This post is wrong on so many levels, with that said, let's get to it.
neil.johnson wrote: ↑
Sat Nov 21, 2020 3:11 pm
I keep seeing so many posts where folks say such things as:
A typical Eurorack input has an impedance of 100k.
What's wrong wth this? It's more true than not. Your example below is for inputs with typical attenuating pot architecture. But are those the most typical?
I think not, though it would fun for someone -not me!- to go to modular grid and count them vs what I think will prove to be for more common. Bare inputs leading directly to a 100K input resistor.
The more I see this, the more I realise this is such a dangerous assertion.
Very rarely is this assertion actually correct,
see the more likely truth above. I believe it's your intial hypothesis that's off.
and so any discussions based on it are likely wrong from the outset.
Again, there are PLENTY of examples of true 100K inputs in all formats of the synth kingdom
It's not even worth pointing out any one example of where this is not true -- there are too many!
Something we can agree on. there *are* many examples of module inpuits which are *not* 100K . But that's a FAR cry from your ignoring all of those which ARE.
It's not about shaming or exposing,
Good. Because there's nothing to "shame" or "expose"<-- Well, I do think it's good you pointing out that there are differences. But to put such a bias on it works against your goal. It's too easy to shoot down the faults in your position, and unfortunately that also keeps the good part of your message from getting the exposure it needs and deserves. More on that later.
No, it's not
it's about poor design, especially in places where it matters: CV inputs.
. And no, those aren't "special places where it matters". If you'd said pitch
CV inputs then maybe I'd back off<-that part. Using appropriate circuits in both cost *and* function does not mean one always chooses the electrically 'best' design. Best depends on a matrix of options and results. Any good designer-engineer knows that to their core.
I would be curious to understand why, when it is relatively straightforward to buffer an input before using it, that many designs simply don't?
Are you? really? curious? You know damn well why. At least I hope you do!
Is it cost?
. Why on earth should I or anybody else buffer every
input? Next you'll be tellng us every synth needs to have balnaced inputs and outputs on every jack or audio connector..
Straightforward is not the only or best choice.
Is it lack of understanding?
. It is well understood by those with even a meager electronics background. You know that.
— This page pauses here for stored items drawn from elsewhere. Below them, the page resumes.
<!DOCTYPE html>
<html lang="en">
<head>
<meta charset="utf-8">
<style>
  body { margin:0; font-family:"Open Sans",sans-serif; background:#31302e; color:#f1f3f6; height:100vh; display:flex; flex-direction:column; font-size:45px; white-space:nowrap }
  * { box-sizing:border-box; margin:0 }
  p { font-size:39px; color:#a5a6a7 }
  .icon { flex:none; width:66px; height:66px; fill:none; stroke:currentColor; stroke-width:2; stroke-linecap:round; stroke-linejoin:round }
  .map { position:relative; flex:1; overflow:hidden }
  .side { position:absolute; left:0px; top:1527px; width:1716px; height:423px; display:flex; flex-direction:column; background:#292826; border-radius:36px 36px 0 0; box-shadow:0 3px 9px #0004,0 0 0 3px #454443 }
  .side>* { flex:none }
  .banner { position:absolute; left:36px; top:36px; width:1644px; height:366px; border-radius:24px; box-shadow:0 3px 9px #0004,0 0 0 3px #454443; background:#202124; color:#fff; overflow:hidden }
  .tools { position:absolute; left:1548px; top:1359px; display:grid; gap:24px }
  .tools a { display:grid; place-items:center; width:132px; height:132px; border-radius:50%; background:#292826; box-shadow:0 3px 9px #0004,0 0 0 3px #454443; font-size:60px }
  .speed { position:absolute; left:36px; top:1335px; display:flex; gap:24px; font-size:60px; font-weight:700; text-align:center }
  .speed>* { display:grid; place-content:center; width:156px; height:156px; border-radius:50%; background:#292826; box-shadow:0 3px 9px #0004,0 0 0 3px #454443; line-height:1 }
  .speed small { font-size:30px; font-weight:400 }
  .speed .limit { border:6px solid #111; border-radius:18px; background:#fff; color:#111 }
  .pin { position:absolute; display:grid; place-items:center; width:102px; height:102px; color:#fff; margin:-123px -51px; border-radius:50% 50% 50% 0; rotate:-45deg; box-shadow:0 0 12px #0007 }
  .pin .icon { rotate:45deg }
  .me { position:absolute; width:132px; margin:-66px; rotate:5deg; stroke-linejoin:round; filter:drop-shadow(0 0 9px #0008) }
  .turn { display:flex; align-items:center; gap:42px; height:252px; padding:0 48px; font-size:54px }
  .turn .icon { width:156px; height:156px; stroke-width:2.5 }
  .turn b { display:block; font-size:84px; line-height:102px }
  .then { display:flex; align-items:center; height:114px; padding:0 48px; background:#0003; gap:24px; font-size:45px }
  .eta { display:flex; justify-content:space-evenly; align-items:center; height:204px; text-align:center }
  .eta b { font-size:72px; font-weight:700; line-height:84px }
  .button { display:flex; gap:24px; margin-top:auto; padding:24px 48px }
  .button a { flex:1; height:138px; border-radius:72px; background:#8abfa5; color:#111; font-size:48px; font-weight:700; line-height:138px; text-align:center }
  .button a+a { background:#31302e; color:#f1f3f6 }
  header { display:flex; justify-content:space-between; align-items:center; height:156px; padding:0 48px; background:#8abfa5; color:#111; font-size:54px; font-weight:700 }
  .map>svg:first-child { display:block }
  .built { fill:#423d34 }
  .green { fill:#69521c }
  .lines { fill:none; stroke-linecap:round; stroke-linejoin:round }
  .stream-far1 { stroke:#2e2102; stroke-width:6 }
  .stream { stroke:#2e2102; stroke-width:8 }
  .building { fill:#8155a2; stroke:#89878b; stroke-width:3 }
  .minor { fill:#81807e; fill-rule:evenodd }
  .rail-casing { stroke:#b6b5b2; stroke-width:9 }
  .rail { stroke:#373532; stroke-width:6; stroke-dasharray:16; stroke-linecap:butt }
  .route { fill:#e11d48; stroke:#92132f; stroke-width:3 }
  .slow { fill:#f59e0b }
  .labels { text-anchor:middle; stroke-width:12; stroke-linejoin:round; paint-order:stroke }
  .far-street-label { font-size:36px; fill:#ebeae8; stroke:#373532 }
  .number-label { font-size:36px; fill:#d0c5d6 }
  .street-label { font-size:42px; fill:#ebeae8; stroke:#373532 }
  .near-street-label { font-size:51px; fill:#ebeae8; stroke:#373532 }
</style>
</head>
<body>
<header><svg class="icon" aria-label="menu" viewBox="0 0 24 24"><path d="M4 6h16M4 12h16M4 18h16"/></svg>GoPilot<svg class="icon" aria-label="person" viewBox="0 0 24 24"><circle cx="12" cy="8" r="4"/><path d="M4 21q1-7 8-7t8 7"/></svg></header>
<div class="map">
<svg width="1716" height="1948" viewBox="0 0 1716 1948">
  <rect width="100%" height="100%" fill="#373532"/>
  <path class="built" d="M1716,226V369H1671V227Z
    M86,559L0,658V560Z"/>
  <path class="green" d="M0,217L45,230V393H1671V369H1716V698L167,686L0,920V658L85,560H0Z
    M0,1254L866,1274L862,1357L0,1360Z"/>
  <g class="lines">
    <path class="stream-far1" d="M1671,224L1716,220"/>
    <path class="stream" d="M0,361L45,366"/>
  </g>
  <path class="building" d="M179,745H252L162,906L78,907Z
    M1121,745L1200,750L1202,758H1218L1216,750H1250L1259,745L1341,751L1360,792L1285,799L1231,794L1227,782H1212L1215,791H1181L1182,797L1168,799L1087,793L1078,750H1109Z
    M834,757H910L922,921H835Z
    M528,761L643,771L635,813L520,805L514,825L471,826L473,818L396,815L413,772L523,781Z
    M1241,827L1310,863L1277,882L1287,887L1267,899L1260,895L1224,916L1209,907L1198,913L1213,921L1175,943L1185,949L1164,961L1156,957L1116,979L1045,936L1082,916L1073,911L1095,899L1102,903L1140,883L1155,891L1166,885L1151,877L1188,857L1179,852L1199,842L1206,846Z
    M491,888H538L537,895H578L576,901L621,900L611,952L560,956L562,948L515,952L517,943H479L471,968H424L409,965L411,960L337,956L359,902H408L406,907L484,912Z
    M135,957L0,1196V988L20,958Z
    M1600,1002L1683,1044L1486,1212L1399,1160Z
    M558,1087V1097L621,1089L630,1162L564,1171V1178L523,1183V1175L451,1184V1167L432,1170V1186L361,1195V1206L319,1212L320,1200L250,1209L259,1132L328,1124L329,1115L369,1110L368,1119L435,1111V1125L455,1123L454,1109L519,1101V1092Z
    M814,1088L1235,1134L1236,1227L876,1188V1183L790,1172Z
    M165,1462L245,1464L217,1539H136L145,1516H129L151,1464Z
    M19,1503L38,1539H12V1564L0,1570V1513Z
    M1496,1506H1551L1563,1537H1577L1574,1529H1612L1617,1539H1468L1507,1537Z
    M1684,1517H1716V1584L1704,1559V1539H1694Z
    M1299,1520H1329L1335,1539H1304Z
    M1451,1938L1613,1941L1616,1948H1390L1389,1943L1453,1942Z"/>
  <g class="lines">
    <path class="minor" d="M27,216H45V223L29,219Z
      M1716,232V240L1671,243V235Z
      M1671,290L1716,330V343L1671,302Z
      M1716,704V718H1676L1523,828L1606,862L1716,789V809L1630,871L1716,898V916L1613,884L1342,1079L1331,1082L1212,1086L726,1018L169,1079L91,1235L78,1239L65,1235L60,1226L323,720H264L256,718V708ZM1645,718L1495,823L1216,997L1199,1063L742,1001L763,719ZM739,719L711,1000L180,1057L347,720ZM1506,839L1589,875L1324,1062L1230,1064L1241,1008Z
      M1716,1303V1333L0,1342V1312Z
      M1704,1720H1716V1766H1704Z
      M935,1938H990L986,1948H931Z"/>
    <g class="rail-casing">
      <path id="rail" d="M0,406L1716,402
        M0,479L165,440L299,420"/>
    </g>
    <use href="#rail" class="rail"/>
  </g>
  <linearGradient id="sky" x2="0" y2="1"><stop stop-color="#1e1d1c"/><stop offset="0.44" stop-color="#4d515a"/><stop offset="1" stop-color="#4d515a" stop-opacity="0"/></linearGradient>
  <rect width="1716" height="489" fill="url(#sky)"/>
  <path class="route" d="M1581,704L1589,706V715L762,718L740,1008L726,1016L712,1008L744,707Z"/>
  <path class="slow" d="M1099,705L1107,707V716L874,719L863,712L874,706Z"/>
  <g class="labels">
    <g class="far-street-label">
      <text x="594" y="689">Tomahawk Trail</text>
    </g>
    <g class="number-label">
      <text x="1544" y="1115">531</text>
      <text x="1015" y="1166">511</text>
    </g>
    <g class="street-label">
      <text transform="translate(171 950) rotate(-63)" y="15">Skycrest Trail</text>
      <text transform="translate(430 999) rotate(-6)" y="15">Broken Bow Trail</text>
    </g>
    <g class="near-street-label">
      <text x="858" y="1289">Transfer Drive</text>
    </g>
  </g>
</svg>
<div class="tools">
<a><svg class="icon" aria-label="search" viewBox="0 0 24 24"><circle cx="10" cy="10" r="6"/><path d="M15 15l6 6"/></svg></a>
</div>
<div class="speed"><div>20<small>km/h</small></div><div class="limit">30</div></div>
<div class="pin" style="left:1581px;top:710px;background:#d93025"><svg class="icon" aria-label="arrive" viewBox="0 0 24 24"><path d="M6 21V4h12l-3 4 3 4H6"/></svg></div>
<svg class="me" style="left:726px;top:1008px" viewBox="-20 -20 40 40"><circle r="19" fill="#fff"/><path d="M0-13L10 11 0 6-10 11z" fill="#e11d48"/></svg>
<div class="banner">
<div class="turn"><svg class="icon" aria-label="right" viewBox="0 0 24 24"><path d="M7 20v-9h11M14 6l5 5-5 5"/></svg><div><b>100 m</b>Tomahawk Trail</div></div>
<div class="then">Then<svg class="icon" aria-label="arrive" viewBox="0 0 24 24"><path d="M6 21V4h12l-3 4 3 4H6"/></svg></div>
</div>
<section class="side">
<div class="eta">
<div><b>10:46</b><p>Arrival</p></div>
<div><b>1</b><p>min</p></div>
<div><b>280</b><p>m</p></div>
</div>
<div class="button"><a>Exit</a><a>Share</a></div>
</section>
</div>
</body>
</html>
Is it not as important as I think it is??? Curious to understand...
. Ding! Ding! Ding! We have a winner. Chicken dinner!
We have half a century plus of proof that the people like yourself who keep bringing this up as some sort of pox on the synth universe <--It's NOT. are simply sharing an opinion of their position on the matter's value.
Haven't we learned from too, too many human arenas that 20% solutions satisfy 80% of customers? That better doesn't usually matter if the "problem" isn't perceived as such by the 80%?
We've also learned -and most of us watch out for- the first step in changing something is to elevate it -often artificially so- as a problem. Our gut check says, Hey, wait a minute. That doesn't really matter.
Like I said above, you have a good message and goal. Framing it as if we're all lost without embracing it is quickly seen for the falsity it is, and the meat and potatoes of your message is lost in the mix.<--Just like the results of all those "not really 100K's" is ALSO lost in the mix. Literally.
In adapting the 1003 to my new format, I noticed that there was room on the bus IO -and panel- for the inverter which is otherwise buried in the output circuit. I decide to break it out to be used at will. When Dennis Colin designed it, he used a 10K input and feedback resistor for this typical OPA inverter. I changed those to 100K, knowing full well that DC had used 10K to reduce noise. Because when it was embedded, there was no need to condition for naked expectations. But had I not mentioned it here, no one, and I mean no one, would have ever noticed or questioned it. Because while the difference going from 10K to 100K for those two resistors *will* increase the noise, the end result increase will. not. ever. matter. That's not bad design. That's desiogning for the reality the module will face, and for the customer;s it's intended for, and at the price level they expect. <--Price here not really a thing. But still part of ANY good design. Oh, and that inverter input now IS 100K.